The impact we are seeing on the M&A market can be summarized as follows: 

  • Lack of clarity regarding future performance, especially for companies with complex supply chains.
  • Slow down in deal closings in the second quarter.
  • Pause in certain deals in the market (unclear tariff impact).
  • Delay in certain deals going to market (unclear revenue visibility).
  • Elongated due diligence periods by buyers and lenders.
  • Tighter credit markets.
  • Increased inclusion of earn-out structures as a component of purchase price consideration.

Aside from the considerations above, the magnitude of the impact (if any at all) remains sector- and/or asset-dependent. Sectors with no or minimal tariff exposure, boasting clear revenue visibility or possessing recession-resistant attributes enjoy healthy and sustained deal activity. Examples of such sectors include (tech-enabled) business services, financial services, aftermarket services, health care, software-as-a-service (SaaS) and heating, ventilation and air conditioning (HVAC).

There remains a shortage of “A-quality” companies available for sale to serve as platforms for financial sponsors, while those in the market command very strong valuations. Numerous financial sponsors recently conveyed that they had not been invited to management meetings after submitting a strong first-round bid.

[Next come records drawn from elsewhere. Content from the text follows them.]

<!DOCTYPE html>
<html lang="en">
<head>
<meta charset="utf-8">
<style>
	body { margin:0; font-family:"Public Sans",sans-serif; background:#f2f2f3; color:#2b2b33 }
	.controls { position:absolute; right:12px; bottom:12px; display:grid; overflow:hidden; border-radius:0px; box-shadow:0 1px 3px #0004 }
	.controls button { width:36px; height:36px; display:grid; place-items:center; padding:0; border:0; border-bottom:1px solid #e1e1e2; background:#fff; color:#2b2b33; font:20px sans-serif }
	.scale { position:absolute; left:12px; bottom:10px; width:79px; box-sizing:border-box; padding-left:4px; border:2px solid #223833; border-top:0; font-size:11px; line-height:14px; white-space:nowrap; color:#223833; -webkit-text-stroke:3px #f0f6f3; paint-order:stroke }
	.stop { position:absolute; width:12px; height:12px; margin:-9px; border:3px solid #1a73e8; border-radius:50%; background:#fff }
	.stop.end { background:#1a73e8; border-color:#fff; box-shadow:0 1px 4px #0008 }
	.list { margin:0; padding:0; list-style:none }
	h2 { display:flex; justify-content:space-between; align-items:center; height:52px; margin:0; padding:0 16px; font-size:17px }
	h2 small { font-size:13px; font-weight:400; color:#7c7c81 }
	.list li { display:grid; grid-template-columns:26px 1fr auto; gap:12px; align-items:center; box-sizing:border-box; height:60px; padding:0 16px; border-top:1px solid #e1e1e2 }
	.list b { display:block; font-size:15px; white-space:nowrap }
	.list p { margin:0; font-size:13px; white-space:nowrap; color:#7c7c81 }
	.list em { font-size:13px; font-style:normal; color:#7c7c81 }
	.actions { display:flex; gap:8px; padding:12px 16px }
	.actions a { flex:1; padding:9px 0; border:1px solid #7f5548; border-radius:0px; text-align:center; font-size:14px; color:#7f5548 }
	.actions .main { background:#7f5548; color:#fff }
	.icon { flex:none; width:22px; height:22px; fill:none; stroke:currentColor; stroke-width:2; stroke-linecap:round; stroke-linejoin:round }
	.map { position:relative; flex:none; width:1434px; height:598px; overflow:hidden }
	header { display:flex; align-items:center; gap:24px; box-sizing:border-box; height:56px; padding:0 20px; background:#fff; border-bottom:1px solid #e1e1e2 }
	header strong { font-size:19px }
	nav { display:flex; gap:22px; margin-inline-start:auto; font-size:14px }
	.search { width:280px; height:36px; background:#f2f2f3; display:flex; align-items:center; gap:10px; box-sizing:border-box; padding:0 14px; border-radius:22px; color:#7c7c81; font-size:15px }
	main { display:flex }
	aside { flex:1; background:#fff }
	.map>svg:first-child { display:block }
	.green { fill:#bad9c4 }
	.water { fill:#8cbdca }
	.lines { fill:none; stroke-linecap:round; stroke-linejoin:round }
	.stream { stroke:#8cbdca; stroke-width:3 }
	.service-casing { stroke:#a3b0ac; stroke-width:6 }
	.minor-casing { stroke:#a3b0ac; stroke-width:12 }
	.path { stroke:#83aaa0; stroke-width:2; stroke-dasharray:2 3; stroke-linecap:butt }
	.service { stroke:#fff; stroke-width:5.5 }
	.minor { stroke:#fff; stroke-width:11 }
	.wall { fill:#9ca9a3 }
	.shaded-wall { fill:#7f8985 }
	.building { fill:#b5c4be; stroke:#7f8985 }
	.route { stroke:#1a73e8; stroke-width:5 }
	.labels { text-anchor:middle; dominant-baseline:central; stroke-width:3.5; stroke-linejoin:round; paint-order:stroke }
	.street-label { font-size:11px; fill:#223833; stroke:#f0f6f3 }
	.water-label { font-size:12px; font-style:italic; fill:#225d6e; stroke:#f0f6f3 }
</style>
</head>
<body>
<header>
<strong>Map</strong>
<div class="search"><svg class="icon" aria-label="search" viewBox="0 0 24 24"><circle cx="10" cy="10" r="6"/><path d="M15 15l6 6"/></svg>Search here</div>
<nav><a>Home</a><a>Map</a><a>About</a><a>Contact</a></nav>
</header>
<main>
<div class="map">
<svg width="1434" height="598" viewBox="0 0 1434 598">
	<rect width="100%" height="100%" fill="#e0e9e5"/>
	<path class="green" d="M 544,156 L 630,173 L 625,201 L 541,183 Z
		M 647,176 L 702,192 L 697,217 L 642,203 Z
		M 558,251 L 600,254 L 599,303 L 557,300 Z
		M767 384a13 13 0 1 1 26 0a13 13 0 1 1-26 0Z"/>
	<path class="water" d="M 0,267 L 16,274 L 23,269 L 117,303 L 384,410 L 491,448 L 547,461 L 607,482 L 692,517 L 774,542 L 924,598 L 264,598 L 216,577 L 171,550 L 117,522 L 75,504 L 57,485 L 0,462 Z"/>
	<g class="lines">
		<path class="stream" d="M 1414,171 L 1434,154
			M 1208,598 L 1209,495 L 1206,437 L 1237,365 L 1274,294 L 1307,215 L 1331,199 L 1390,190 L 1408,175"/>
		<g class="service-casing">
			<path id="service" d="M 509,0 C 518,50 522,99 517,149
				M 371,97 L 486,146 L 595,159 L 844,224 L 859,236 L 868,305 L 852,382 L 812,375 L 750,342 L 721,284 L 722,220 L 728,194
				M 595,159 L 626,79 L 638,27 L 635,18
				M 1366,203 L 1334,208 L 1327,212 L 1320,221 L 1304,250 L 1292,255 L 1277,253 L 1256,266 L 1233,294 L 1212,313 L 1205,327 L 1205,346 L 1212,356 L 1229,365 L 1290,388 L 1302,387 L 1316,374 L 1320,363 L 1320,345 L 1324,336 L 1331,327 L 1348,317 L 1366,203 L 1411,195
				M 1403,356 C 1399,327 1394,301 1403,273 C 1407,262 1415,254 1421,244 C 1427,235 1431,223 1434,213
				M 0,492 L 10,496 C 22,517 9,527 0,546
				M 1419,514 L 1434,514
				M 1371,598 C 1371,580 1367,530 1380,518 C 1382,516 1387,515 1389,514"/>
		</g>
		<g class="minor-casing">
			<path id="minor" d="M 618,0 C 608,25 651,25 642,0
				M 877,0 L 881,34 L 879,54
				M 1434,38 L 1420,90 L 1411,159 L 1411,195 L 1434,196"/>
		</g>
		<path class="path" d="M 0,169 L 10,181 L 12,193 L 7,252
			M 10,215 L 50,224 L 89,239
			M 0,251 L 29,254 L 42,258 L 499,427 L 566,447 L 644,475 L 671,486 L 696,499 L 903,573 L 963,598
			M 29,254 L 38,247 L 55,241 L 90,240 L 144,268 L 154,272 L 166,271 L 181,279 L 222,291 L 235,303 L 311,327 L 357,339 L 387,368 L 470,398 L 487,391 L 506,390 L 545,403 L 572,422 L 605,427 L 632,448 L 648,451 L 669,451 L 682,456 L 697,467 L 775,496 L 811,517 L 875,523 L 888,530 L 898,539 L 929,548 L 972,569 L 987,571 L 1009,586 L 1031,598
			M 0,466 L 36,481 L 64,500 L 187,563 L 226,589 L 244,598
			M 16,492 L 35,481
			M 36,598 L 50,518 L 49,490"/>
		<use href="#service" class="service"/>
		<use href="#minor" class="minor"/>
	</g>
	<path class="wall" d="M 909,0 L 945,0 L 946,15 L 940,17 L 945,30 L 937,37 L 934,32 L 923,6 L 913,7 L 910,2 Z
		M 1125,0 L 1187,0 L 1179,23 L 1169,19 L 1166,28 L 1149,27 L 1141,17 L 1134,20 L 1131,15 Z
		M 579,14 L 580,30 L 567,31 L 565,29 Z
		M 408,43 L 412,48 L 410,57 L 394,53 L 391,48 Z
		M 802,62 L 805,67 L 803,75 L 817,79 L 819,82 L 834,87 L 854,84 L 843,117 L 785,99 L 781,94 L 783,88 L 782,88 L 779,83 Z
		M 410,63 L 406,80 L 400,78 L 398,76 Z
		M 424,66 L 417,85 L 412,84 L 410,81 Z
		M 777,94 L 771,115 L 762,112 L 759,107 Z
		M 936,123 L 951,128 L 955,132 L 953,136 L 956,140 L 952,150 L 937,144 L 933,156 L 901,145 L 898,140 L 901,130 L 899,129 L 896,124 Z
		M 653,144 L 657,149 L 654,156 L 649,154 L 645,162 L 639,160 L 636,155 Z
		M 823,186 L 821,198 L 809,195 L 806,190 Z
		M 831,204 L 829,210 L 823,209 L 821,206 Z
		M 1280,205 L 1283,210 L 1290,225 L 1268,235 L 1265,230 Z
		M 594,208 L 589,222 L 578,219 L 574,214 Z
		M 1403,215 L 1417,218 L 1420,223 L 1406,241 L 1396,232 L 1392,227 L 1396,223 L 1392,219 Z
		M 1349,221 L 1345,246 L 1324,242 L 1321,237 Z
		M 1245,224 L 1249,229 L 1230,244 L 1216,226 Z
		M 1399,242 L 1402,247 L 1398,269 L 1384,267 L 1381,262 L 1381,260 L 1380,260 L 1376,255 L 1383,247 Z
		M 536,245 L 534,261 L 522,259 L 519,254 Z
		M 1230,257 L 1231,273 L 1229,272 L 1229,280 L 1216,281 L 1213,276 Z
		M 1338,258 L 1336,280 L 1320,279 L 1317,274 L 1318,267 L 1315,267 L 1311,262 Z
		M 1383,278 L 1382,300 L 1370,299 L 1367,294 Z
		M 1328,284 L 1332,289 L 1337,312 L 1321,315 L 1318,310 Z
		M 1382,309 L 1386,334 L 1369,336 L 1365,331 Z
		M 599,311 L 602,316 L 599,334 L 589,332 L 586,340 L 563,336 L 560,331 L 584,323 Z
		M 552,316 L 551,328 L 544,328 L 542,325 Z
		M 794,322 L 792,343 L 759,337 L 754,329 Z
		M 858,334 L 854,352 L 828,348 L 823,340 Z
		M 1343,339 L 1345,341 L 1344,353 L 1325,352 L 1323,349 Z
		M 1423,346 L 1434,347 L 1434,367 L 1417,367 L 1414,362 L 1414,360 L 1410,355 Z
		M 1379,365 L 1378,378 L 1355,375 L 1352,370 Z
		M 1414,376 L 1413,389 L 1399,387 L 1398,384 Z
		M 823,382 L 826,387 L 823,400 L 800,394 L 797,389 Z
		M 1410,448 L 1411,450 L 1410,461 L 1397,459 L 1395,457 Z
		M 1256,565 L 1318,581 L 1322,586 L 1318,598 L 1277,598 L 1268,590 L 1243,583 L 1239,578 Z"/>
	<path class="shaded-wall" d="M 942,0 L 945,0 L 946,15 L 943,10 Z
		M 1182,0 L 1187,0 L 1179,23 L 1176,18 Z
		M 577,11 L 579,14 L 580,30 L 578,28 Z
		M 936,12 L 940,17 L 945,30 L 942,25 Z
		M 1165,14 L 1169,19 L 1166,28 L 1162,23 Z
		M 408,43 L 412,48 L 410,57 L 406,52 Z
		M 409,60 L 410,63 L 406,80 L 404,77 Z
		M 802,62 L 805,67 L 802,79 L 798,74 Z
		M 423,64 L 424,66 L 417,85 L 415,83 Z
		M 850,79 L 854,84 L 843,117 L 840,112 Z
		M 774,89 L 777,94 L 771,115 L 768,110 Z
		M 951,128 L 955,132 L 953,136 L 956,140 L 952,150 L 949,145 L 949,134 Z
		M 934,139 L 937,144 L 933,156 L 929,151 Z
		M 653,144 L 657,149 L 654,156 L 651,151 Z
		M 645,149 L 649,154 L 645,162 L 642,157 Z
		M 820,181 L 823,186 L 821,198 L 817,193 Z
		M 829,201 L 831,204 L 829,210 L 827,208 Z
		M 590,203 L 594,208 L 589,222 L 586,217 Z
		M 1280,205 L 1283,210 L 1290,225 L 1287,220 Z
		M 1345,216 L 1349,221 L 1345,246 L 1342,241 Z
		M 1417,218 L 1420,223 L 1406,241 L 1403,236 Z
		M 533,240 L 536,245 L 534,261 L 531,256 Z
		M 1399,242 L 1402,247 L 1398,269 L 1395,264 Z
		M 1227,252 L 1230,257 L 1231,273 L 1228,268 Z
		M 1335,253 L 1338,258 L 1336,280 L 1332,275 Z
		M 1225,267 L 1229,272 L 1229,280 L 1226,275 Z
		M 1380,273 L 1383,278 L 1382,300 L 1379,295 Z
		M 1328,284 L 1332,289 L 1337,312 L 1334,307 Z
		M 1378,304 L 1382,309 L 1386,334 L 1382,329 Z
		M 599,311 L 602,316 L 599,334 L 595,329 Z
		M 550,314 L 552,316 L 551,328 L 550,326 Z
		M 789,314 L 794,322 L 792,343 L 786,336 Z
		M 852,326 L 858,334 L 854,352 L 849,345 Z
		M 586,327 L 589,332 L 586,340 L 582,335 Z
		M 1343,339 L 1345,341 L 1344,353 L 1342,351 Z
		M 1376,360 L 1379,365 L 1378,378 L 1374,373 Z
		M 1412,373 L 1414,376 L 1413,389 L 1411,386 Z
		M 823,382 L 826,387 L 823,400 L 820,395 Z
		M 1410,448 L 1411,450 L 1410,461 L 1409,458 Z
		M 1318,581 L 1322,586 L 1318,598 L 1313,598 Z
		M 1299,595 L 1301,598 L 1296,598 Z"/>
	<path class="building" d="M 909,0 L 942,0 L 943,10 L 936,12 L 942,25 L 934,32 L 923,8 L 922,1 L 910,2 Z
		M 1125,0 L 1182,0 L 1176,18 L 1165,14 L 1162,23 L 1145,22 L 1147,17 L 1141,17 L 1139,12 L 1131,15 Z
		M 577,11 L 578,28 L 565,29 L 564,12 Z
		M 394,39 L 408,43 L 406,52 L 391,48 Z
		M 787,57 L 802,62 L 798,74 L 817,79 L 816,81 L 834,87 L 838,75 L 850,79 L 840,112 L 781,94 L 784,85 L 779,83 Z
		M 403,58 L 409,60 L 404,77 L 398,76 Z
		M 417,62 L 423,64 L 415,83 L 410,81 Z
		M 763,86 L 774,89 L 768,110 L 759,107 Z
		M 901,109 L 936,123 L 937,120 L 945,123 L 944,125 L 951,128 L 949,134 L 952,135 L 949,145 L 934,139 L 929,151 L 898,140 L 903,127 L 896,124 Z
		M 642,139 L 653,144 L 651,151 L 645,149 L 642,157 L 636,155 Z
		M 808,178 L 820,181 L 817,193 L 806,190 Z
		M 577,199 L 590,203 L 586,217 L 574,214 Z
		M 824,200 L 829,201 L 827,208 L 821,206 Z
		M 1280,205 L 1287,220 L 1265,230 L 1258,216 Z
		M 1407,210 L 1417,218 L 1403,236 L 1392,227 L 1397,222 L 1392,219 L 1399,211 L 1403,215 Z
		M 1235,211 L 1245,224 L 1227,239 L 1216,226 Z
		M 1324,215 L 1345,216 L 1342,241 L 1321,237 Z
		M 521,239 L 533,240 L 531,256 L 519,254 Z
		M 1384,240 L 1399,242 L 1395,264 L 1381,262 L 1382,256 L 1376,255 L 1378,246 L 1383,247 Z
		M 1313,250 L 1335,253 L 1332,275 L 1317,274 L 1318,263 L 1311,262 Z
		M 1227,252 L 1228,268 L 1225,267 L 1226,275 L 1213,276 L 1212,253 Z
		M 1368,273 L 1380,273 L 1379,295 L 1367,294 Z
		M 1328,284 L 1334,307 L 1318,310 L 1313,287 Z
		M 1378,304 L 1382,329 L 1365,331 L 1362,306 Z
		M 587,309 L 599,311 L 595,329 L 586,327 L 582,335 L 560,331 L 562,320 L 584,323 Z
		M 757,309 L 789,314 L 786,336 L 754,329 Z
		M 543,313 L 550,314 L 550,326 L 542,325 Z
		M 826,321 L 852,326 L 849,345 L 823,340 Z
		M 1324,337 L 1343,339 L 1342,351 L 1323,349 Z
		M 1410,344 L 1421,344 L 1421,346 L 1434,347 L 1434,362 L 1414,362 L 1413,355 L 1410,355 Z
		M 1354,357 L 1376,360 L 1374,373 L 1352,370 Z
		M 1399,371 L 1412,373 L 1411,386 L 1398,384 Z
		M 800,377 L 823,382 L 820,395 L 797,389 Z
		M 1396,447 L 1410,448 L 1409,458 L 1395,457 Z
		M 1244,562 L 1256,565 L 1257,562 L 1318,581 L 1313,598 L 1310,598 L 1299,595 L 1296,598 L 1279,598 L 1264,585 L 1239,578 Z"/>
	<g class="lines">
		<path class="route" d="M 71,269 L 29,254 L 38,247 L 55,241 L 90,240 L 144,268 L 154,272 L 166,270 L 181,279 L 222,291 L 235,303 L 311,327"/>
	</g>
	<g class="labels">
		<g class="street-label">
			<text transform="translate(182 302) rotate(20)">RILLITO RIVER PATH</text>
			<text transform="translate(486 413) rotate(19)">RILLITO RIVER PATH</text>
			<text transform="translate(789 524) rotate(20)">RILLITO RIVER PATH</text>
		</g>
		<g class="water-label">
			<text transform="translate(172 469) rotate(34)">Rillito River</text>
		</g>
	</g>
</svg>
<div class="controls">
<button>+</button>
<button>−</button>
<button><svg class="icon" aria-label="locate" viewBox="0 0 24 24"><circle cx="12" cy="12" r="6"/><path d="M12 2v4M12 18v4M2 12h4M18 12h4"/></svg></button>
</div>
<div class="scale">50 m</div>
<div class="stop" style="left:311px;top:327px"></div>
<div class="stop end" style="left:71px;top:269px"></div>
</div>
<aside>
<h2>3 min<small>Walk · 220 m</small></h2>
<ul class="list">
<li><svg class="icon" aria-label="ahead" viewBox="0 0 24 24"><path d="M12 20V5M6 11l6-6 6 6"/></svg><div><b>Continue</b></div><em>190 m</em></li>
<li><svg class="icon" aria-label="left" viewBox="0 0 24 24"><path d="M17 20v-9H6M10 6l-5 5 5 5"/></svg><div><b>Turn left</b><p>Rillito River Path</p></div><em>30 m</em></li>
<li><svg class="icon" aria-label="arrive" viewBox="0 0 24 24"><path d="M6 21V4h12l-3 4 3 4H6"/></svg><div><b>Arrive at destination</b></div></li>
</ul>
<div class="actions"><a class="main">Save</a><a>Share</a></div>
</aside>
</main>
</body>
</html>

Possible Scenarios for the Remainder of the Year

We expect second quarter deal volume to decrease by five to 10% from the first quarter. The outlook for the third and fourth quarters remains largely uncertain and contingent upon clarity around trade policy, inflationary pressures, economic activity and interest rate trajectory over the next several months. The scenarios below are not true projections but possibilities for the rest of the year. The downside case reflects trade policies remaining uncertain past the summer, coupled with further heightened recessionary concerns. Conversely, the upside case would be more likely if uncertainty levels subside and recessionary concerns retract by September.

 

Middle-Market M&A Outlook: Up, Down or Sideways

Positive Market Drivers

Looking ahead, several factors that may positively affect M&A activity levels in the U.S. encompass:

  • $1.4 trillion of dry powder (see chart below).
  • $3.5 trillion of cash on hand by U.S.-based, non-financial corporations.
  • 12 million privately held businesses owned by baby boomers.
  • Pressure on private equity (PE) firms to return capital to their limited partners (see increased holding periods in the chart below).
  • Expected government deregulation.
  • Expected interest rate reductions.

 

Source: CapitalIQ
*Note: Others include - Balanced, Co-Investment, Co-Investment Multi-Manager, Direct Secondaries, Fund of Funds, Junior / Subordinated Debt, Mezzanine, Private Debt Fund of Funds, Special Situations, Turnaround

Source: PrivateEquityInfo

Looking Forward

PKF Investment Banking remains cautiously optimistic that the actual deal volume trend for the remainder of the year will be more in line with the base case or upside case.